Start of Block
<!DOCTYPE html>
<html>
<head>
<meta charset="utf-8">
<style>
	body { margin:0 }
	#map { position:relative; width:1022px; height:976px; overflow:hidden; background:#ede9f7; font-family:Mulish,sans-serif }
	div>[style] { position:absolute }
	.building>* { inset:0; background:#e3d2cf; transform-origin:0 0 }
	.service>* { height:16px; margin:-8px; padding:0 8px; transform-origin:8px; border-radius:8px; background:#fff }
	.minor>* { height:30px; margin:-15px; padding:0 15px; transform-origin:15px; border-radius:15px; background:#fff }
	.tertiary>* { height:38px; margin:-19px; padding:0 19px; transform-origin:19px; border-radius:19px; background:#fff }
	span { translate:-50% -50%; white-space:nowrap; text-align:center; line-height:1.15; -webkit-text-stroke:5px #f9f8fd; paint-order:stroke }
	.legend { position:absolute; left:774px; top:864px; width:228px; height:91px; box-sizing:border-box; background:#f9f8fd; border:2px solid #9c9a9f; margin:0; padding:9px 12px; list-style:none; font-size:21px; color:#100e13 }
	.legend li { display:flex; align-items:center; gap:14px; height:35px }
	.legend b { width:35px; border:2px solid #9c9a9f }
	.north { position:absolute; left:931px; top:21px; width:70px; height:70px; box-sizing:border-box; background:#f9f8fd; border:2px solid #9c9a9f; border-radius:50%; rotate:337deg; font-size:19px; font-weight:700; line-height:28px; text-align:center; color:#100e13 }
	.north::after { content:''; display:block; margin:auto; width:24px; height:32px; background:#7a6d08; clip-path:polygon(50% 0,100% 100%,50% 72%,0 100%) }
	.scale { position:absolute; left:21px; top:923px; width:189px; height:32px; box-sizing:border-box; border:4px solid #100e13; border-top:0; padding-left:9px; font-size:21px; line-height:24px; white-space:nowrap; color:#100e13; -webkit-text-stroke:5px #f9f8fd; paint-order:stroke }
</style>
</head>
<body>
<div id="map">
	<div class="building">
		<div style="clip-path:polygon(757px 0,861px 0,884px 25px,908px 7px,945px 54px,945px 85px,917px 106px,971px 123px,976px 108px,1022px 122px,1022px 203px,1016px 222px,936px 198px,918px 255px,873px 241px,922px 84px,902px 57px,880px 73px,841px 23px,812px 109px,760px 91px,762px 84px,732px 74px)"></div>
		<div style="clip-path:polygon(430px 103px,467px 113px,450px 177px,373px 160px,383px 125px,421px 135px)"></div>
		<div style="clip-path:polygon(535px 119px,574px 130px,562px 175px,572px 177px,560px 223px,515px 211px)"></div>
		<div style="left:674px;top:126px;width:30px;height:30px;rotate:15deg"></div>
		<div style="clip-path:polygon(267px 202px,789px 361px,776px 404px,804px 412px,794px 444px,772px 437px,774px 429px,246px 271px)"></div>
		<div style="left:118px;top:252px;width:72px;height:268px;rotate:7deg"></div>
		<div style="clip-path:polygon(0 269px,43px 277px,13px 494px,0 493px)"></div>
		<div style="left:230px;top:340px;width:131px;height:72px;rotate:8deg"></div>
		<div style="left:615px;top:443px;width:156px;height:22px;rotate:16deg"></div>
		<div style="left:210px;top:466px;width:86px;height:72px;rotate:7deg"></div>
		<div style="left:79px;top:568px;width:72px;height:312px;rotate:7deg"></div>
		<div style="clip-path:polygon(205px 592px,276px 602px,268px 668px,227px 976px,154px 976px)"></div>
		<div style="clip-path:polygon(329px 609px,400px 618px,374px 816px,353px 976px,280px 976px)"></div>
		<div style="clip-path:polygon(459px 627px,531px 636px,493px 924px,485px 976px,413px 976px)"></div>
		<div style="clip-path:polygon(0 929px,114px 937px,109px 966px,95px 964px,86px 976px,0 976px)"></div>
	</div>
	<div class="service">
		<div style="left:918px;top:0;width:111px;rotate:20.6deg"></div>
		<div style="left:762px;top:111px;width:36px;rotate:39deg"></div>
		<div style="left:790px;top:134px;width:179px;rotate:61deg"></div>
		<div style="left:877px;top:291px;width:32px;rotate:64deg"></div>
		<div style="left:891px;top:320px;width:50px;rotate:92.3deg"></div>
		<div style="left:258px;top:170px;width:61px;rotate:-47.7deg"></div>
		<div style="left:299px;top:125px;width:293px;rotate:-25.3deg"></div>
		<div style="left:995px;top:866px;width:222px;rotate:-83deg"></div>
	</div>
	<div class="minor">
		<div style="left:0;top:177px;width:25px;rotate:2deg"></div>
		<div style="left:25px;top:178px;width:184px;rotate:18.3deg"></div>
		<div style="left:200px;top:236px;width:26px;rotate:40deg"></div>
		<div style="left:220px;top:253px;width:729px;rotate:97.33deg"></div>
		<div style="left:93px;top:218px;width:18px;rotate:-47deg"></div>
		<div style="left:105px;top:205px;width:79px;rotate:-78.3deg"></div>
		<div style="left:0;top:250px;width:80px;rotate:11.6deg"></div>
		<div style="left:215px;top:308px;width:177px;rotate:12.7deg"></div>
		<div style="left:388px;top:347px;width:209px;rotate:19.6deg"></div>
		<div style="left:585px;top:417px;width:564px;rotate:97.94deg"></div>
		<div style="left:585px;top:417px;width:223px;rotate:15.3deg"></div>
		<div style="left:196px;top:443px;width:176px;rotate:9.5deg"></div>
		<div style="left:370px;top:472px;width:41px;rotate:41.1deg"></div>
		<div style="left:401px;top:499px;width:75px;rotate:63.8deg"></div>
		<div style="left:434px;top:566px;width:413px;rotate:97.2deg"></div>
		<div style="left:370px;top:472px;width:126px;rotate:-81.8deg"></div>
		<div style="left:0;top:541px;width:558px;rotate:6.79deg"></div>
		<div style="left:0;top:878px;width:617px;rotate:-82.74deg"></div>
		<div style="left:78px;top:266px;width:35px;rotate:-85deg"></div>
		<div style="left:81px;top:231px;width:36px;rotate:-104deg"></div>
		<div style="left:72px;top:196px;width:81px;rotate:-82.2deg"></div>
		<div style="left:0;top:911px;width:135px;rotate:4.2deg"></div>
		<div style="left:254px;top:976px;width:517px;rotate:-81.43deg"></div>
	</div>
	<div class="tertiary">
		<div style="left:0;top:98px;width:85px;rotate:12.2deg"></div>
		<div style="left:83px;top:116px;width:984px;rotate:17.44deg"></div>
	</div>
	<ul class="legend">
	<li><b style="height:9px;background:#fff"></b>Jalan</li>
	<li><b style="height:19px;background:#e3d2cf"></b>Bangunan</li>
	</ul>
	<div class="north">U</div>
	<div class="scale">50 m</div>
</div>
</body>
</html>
End of Block
Return a word-for-word copy of the lines above from the one holding "height:30px; margin:-15px; padding:0" through the one holding "display:flex; align-items:center; gap:14px;", with both of them included and nothing besides.

TASK SOLUTION -
	.minor>* { height:30px; margin:-15px; padding:0 15px; transform-origin:15px; border-radius:15px; background:#fff }
	.tertiary>* { height:38px; margin:-19px; padding:0 19px; transform-origin:19px; border-radius:19px; background:#fff }
	span { translate:-50% -50%; white-space:nowrap; text-align:center; line-height:1.15; -webkit-text-stroke:5px #f9f8fd; paint-order:stroke }
	.legend { position:absolute; left:774px; top:864px; width:228px; height:91px; box-sizing:border-box; background:#f9f8fd; border:2px solid #9c9a9f; margin:0; padding:9px 12px; list-style:none; font-size:21px; color:#100e13 }
	.legend li { display:flex; align-items:center; gap:14px; height:35px }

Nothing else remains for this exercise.